Much of Warhol’s oeuvre is well known, recognizable. His Campbell’s Soup cans and images of flowers, portraits of Marilyn Monroe, John Wayne, and Elizabeth Taylor, and his Brillo boxes have become as iconic as the images from which they derive and seem saturated with his critical banality. Less known, perhaps, are much darker images by Warhol: horrific car crashes, erotic male nudes, collaborations with Keith Haring or Jean-Michel Basquiat, portraits of Vladimir Lenin, and so on. His 1973 series of silkscreened portraits of Mao Zedong, founder and Chairman of the People’s Republic of China, perhaps captures much of Warhol’s varied ideas. Made one year after President Richard Nixon and Secretary of State Henry Kissinger met with Mao and opened China to US trade, and three years prior to Mao’s death, the portrait uses as its template the picture of the dictator then ubiquitous in China, depicting him as a benevolent technocrat. Despite Warhol’s fervid colors and vibrant lines, Mao is stoic and stares blankly, possibly ignorant of the millions of deaths then occurring as a result of policies implemented during the Great Leap Forward. Although Mao was a theorist of Communism, his iconic, celebrity-like image is revealed by Warhol to be a highly marketable and consumable sign with an ambiguous, easily displaced cultural and monetary value. And, Warhol’s identification of Mao in the superstar, consumerist pantheon presages the new China, with its rising middle class and effectively capitalist economy that has rapidly developed since the nation was opened to foreign trade.

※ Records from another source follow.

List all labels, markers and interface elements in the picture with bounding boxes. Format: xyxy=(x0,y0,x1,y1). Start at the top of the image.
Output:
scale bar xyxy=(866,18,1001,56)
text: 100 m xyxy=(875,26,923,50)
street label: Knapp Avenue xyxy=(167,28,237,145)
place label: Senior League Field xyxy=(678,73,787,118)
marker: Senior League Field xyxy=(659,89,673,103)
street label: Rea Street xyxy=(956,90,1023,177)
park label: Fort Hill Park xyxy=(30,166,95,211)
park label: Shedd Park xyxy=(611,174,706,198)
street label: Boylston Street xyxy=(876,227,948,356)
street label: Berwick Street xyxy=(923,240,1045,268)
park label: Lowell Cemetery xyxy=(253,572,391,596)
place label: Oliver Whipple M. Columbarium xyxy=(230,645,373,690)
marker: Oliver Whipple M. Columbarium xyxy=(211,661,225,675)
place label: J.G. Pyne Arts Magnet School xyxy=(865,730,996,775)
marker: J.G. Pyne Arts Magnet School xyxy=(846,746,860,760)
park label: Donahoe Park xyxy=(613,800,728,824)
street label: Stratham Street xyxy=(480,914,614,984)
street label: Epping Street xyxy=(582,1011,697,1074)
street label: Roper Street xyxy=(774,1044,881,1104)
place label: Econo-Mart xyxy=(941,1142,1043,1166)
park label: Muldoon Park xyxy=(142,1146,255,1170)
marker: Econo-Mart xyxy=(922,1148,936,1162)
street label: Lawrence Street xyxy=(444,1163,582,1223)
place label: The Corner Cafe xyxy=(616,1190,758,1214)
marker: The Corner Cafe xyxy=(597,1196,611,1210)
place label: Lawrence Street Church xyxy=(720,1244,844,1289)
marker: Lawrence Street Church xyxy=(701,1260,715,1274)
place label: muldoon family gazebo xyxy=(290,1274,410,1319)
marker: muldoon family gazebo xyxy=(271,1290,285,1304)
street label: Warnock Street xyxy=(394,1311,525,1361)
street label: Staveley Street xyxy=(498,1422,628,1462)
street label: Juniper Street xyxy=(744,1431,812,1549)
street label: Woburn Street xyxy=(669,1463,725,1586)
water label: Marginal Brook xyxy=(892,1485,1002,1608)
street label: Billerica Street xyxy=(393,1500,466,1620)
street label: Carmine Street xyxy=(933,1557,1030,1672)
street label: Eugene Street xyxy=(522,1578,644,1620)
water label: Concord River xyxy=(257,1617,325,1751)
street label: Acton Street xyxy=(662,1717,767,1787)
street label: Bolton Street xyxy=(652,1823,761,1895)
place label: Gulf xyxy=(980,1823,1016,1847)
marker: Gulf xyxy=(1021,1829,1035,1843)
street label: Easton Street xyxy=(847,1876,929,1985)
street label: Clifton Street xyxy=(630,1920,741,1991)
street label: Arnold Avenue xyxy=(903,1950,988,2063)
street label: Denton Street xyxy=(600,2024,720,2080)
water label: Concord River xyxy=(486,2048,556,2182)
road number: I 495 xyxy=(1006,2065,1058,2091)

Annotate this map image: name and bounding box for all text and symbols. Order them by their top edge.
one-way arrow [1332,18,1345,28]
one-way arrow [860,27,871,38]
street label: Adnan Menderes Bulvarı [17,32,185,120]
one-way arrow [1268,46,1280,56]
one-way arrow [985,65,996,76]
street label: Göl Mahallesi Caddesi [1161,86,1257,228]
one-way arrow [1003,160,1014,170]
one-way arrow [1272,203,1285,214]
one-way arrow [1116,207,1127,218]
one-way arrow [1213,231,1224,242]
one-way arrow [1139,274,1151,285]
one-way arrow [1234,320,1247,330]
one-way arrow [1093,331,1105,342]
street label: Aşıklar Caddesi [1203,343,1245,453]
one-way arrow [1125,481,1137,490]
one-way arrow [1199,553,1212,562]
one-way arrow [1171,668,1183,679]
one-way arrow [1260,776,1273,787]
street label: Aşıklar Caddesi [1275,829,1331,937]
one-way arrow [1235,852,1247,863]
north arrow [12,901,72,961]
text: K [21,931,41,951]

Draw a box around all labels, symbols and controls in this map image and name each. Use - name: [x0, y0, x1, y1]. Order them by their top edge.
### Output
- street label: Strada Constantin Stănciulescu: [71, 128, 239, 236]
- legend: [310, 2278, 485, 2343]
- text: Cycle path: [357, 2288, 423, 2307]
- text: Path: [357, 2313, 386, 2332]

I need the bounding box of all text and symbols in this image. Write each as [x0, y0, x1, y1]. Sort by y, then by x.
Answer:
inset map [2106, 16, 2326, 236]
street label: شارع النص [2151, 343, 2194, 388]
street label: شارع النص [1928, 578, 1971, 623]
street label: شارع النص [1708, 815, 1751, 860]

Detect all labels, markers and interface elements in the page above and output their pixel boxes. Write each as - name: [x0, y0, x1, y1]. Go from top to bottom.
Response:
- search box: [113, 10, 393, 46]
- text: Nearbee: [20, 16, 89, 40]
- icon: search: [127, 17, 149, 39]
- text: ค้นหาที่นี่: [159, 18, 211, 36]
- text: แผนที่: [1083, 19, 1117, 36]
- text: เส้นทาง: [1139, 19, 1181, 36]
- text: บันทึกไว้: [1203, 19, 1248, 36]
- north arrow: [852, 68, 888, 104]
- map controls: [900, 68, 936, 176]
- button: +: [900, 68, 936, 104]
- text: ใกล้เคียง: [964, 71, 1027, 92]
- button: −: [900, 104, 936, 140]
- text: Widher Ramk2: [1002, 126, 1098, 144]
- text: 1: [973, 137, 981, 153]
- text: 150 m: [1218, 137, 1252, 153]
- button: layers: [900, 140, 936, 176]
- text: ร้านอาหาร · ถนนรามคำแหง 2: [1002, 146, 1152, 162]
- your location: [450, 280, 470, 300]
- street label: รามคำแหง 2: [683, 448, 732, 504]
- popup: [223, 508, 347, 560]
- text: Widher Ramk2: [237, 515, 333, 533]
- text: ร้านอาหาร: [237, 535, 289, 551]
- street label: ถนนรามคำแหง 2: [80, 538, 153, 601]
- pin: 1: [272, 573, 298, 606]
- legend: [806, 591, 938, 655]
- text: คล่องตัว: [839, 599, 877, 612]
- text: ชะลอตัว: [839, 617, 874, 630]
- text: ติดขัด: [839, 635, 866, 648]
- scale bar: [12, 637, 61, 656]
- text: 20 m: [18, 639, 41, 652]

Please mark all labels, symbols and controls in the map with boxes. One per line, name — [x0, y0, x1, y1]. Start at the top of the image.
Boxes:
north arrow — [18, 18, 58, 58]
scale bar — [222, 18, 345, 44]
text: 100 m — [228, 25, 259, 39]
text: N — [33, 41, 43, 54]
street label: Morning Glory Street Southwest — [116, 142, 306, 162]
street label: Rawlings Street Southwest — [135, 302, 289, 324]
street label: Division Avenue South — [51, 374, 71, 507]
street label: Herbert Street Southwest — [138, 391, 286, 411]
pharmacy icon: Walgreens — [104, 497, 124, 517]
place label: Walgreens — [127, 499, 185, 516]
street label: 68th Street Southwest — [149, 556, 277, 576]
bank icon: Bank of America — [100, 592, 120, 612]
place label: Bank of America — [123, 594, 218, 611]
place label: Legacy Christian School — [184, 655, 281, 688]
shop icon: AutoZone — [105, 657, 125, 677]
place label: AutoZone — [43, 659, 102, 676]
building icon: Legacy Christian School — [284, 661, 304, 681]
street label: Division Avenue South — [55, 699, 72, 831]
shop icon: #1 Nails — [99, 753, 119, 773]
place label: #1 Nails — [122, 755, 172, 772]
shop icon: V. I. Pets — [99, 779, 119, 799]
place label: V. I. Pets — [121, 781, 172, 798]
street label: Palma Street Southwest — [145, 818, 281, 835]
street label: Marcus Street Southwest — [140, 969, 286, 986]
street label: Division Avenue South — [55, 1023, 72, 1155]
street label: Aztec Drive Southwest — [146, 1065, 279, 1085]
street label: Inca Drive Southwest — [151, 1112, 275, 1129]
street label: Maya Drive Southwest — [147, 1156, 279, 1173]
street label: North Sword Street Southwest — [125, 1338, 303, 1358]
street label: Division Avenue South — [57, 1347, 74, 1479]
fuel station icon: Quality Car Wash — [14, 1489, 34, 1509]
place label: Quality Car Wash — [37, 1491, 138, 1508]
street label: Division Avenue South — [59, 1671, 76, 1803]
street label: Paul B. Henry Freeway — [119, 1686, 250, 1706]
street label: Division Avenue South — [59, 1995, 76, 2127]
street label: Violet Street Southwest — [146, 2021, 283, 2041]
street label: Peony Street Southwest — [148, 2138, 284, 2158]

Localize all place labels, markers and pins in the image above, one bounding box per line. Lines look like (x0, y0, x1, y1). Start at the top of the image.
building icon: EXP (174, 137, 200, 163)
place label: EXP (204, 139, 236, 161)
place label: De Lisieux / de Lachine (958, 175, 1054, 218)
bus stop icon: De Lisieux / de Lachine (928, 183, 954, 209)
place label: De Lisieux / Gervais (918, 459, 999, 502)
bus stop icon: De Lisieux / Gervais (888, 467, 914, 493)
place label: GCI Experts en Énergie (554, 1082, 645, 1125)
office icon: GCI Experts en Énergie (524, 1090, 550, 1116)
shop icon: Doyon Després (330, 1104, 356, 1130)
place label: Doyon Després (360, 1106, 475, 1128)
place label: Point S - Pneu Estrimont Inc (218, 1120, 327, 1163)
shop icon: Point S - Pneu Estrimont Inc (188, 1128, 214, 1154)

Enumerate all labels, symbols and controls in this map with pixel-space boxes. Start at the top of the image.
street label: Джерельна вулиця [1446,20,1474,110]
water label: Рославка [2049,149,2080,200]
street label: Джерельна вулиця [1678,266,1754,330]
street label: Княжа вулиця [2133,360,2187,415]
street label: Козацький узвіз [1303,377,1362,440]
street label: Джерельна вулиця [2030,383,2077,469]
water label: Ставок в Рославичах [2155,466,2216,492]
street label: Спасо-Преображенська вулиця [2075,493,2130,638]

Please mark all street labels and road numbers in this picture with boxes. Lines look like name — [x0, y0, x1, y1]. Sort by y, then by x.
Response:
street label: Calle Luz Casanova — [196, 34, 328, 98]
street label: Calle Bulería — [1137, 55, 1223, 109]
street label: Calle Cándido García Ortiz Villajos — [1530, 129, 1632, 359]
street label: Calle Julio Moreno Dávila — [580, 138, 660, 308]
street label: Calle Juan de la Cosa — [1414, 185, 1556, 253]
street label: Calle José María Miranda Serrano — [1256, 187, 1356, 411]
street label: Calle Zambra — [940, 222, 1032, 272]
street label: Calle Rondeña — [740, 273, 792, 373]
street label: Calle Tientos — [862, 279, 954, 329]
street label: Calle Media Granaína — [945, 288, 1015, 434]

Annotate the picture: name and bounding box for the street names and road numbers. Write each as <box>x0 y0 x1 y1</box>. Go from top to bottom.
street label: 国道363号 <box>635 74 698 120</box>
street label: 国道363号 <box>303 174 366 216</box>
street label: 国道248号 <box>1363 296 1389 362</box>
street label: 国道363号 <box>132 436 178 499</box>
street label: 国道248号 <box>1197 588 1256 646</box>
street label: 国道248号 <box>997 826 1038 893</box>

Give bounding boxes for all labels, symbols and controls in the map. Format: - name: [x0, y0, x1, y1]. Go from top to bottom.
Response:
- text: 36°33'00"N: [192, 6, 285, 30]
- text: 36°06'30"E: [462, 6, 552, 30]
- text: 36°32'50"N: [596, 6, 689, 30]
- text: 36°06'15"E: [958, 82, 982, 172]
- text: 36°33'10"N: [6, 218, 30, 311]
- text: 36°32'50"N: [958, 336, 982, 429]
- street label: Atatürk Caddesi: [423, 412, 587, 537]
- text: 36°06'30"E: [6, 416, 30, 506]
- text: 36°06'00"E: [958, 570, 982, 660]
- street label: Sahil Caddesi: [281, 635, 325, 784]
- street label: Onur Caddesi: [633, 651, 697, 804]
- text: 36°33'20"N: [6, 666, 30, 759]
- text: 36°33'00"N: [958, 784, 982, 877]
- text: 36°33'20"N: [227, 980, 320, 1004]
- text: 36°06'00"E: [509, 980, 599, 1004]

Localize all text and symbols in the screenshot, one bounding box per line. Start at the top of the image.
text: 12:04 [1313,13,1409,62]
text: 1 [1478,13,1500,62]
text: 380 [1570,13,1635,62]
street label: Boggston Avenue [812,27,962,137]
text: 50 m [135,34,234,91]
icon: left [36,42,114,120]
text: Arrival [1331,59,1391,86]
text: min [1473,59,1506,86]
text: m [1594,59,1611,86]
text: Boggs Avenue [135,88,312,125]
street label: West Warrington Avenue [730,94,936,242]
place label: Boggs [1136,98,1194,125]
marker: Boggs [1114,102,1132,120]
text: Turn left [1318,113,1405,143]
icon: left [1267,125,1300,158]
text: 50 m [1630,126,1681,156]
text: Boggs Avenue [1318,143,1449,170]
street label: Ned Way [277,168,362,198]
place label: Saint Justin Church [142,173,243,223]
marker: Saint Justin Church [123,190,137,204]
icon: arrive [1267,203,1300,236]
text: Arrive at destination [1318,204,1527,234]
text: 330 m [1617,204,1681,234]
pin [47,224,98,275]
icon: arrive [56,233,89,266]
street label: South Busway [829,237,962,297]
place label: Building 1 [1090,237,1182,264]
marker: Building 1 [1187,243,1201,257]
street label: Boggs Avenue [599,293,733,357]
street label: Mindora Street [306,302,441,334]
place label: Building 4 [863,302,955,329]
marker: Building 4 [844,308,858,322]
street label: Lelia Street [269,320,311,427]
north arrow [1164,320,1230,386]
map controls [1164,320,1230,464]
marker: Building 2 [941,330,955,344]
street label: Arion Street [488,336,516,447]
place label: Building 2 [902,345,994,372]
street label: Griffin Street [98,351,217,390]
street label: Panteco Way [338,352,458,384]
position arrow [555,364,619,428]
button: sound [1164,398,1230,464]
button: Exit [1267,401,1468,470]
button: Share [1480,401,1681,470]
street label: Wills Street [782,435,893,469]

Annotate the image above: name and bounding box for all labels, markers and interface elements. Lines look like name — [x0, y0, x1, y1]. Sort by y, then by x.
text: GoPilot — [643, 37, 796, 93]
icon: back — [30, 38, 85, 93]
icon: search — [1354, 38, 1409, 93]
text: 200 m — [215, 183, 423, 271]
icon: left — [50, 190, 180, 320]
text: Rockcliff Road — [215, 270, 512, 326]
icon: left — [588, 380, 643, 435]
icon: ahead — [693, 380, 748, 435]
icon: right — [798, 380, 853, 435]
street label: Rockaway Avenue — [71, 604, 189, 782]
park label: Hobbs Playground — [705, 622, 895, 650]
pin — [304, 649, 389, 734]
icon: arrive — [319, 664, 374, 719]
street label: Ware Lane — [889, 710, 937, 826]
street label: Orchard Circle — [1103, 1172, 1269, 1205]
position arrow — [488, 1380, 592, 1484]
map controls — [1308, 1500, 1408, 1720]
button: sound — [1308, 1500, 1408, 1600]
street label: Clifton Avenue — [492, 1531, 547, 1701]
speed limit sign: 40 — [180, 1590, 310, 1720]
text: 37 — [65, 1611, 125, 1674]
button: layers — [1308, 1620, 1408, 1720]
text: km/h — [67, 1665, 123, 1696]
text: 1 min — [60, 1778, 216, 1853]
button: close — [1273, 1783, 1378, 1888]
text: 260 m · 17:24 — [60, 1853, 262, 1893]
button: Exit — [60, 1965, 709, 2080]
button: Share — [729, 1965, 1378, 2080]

In 1969, he founded the magazine Interview and, in 1979, the New York Academy of Art. In 1968 he survived an assassination attempt by disgruntled Factory hanger-on and radical feminist Valerie Solanas. He barely survived the attack, which left him with persistent health problems. Sadly, after Warhol’s work and influence became more solidified, thoughtful, and rich in the 1980s, in 1987 he entered New York Hospital for a routine gallbladder operation, but suffered an unexpected cardiac arrhythmia, which caused his death at the age of 58. His brother Paul and his brother John, who was also an artist, survived him. He remains one of the most influential artists of the 20th and 21st centuries and likely will for a very long time.